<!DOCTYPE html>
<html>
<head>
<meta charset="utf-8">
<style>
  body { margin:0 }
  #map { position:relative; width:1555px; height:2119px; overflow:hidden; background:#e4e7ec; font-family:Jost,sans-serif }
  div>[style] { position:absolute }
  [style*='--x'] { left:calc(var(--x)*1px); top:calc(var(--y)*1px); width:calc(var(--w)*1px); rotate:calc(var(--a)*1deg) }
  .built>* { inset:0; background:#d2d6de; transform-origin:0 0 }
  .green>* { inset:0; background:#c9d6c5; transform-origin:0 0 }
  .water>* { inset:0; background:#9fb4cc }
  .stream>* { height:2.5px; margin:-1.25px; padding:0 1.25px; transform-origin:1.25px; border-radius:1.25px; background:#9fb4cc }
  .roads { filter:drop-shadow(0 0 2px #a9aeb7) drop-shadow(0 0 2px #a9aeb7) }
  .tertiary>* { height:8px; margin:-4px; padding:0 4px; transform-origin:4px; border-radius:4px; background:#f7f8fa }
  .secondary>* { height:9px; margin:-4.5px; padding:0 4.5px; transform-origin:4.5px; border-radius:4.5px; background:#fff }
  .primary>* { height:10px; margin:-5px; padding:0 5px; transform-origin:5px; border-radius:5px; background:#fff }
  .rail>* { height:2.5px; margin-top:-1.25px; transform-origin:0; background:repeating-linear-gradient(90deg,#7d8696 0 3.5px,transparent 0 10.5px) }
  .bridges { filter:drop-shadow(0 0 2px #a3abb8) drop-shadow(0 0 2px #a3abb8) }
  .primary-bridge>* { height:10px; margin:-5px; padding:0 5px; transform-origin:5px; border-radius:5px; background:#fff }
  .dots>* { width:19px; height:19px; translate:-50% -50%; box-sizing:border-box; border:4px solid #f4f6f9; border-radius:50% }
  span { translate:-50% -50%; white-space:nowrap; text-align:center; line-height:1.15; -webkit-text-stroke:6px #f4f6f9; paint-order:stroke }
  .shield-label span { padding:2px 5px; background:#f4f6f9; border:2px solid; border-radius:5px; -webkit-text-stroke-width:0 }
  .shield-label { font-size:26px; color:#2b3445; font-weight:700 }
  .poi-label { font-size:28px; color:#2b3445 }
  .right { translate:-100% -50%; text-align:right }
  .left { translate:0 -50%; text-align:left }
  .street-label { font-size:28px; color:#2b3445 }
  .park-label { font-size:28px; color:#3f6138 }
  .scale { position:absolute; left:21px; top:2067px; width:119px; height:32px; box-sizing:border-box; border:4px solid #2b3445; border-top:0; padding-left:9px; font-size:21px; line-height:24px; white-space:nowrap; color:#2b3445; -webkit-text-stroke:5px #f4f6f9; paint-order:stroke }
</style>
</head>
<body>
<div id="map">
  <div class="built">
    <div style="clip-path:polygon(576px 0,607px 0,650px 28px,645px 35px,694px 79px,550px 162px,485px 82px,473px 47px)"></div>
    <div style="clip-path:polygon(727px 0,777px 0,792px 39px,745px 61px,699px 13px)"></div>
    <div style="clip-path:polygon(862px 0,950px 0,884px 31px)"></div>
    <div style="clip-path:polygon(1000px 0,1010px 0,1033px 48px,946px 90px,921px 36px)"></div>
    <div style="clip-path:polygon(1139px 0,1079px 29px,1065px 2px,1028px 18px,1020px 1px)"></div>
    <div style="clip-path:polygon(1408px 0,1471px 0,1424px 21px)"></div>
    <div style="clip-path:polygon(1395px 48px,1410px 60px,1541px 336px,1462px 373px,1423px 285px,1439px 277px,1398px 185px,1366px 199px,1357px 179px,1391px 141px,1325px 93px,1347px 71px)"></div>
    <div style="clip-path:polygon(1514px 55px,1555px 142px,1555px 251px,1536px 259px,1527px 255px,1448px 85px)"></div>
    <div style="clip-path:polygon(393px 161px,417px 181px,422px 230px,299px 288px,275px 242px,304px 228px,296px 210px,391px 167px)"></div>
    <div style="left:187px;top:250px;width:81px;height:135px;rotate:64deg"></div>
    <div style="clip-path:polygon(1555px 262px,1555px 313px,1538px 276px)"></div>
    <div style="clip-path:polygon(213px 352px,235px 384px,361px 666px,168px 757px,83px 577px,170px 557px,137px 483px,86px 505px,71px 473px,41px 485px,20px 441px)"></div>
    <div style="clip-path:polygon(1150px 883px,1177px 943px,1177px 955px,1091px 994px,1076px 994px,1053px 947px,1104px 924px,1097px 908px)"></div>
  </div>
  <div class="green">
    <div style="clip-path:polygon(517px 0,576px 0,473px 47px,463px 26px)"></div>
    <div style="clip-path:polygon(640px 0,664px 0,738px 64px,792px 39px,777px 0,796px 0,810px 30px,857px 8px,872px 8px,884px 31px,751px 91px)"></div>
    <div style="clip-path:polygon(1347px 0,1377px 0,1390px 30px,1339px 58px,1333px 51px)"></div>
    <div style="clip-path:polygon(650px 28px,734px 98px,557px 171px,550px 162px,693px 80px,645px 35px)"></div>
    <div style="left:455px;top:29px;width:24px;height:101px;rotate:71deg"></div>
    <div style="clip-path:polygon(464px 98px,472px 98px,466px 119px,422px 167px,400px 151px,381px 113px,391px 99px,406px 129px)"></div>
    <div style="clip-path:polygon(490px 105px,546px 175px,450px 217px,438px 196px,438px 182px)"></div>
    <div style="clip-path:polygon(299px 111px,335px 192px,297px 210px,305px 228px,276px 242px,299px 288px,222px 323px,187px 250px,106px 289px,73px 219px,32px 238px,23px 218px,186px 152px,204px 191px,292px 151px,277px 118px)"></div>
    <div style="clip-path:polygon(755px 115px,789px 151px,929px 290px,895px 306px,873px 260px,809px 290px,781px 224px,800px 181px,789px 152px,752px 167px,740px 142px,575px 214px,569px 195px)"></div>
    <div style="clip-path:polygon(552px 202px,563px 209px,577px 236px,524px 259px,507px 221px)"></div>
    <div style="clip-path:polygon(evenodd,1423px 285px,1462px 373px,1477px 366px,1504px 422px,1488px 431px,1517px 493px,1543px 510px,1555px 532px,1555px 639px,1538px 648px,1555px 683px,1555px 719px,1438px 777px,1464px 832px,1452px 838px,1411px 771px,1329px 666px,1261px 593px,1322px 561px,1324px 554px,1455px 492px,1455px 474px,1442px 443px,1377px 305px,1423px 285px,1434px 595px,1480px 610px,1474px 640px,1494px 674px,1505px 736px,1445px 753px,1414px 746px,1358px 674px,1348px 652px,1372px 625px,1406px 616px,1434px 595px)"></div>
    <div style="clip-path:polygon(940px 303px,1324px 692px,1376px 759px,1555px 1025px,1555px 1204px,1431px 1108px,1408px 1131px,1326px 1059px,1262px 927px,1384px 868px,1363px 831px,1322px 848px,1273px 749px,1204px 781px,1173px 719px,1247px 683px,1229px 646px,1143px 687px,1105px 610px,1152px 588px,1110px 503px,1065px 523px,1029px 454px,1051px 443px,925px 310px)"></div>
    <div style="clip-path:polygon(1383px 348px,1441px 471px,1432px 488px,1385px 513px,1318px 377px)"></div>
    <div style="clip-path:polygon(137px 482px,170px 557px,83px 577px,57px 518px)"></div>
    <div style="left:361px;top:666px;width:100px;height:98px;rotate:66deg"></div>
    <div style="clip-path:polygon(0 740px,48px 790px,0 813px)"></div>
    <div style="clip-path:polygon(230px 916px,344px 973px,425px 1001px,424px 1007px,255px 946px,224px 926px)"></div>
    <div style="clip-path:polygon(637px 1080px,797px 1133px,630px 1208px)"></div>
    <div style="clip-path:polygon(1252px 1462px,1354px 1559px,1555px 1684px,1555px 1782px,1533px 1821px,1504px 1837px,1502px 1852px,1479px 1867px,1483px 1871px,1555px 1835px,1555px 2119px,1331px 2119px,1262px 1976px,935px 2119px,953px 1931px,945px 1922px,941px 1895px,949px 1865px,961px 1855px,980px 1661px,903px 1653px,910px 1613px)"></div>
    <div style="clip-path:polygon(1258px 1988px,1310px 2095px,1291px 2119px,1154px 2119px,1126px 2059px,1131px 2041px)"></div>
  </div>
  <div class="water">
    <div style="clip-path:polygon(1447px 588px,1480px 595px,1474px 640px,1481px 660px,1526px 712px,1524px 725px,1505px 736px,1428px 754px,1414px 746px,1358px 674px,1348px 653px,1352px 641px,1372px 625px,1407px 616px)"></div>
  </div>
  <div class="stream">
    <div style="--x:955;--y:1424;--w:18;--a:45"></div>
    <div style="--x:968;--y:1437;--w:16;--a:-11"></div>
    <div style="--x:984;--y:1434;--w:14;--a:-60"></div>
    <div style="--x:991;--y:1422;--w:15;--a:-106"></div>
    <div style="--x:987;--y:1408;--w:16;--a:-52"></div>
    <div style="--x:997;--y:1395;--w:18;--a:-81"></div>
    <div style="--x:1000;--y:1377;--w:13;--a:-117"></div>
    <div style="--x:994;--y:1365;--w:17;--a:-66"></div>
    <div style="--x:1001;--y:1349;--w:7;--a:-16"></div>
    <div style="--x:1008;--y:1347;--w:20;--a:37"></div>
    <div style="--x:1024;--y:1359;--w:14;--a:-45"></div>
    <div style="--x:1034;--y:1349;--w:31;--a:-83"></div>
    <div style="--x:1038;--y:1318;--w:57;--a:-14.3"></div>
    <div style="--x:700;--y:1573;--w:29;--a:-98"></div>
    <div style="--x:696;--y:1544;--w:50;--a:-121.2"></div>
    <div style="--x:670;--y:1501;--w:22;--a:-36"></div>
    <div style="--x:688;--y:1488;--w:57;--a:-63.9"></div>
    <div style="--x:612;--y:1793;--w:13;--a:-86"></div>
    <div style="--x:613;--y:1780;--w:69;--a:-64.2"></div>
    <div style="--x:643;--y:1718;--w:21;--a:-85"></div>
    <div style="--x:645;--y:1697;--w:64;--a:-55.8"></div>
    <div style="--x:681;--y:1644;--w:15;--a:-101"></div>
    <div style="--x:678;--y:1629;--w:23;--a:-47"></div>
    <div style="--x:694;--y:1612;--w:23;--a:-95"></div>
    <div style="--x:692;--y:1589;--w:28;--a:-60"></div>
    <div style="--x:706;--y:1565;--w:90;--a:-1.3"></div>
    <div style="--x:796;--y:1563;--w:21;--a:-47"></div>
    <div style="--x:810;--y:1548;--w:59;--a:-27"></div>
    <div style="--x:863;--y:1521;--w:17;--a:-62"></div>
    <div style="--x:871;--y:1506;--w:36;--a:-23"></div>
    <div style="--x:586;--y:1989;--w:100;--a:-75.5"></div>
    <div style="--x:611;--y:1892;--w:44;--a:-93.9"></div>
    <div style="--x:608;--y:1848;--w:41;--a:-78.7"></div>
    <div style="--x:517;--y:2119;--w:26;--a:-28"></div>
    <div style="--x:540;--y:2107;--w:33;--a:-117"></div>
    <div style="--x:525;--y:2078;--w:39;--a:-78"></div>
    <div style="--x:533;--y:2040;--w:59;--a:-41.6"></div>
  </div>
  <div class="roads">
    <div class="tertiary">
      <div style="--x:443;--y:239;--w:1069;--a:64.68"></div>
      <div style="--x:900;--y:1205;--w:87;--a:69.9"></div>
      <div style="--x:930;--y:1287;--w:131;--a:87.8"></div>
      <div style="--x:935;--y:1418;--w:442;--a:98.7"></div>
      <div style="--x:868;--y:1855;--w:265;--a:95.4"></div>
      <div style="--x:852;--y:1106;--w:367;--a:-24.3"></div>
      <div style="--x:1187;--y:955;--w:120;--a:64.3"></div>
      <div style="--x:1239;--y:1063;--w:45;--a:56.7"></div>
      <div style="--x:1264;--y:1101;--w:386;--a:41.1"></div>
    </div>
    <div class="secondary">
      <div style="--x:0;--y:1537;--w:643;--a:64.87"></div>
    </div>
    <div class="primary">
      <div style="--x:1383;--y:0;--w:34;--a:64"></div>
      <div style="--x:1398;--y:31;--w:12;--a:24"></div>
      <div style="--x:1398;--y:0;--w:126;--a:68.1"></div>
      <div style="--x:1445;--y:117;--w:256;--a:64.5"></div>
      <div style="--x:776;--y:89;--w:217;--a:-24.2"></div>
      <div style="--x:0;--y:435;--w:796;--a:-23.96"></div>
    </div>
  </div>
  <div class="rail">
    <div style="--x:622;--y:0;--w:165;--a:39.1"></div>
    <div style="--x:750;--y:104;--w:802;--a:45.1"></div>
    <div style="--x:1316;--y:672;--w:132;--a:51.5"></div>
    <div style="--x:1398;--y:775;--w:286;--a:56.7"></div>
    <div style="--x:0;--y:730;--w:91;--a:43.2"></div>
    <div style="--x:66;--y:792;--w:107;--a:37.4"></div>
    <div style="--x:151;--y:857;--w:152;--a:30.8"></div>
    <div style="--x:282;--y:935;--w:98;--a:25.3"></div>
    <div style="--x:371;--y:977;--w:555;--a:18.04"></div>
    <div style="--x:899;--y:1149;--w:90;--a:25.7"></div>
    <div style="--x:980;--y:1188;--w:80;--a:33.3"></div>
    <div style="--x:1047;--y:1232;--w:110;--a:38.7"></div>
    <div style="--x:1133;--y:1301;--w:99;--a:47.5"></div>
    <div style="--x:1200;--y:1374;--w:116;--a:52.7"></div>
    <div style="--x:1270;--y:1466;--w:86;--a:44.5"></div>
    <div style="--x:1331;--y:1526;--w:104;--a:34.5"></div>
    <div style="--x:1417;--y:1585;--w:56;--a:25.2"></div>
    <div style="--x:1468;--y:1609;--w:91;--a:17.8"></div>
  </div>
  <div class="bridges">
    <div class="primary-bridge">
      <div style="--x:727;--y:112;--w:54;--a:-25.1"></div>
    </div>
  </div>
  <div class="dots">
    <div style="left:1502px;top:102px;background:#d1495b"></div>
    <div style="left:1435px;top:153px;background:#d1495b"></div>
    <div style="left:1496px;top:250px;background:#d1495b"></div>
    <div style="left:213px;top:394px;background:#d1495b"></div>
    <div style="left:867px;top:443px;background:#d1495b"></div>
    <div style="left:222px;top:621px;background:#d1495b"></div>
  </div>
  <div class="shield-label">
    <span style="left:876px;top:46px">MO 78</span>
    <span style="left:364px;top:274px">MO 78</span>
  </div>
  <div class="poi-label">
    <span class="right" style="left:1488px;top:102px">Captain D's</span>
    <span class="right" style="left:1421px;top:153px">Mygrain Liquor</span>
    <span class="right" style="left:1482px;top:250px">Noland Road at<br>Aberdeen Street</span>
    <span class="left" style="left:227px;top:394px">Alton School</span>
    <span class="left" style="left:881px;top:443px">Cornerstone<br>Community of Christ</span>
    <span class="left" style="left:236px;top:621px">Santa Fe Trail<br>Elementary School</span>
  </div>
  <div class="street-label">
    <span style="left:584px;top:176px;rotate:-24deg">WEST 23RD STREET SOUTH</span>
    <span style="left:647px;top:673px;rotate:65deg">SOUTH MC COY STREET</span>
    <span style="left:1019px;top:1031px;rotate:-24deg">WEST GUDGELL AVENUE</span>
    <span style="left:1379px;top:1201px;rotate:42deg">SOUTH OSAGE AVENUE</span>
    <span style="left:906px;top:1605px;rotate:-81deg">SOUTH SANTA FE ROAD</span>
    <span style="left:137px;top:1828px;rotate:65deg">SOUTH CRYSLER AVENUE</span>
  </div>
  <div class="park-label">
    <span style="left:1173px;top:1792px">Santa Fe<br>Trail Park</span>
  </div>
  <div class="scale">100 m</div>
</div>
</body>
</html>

------------------------------------------------------------------------

→ The task
Each line that mentions the string "stream" must be copied from the listing.

→ Your response
  .stream>* { height:2.5px; margin:-1.25px; padding:0 1.25px; transform-origin:1.25px; border-radius:1.25px; background:#9fb4cc }
  <div class="stream">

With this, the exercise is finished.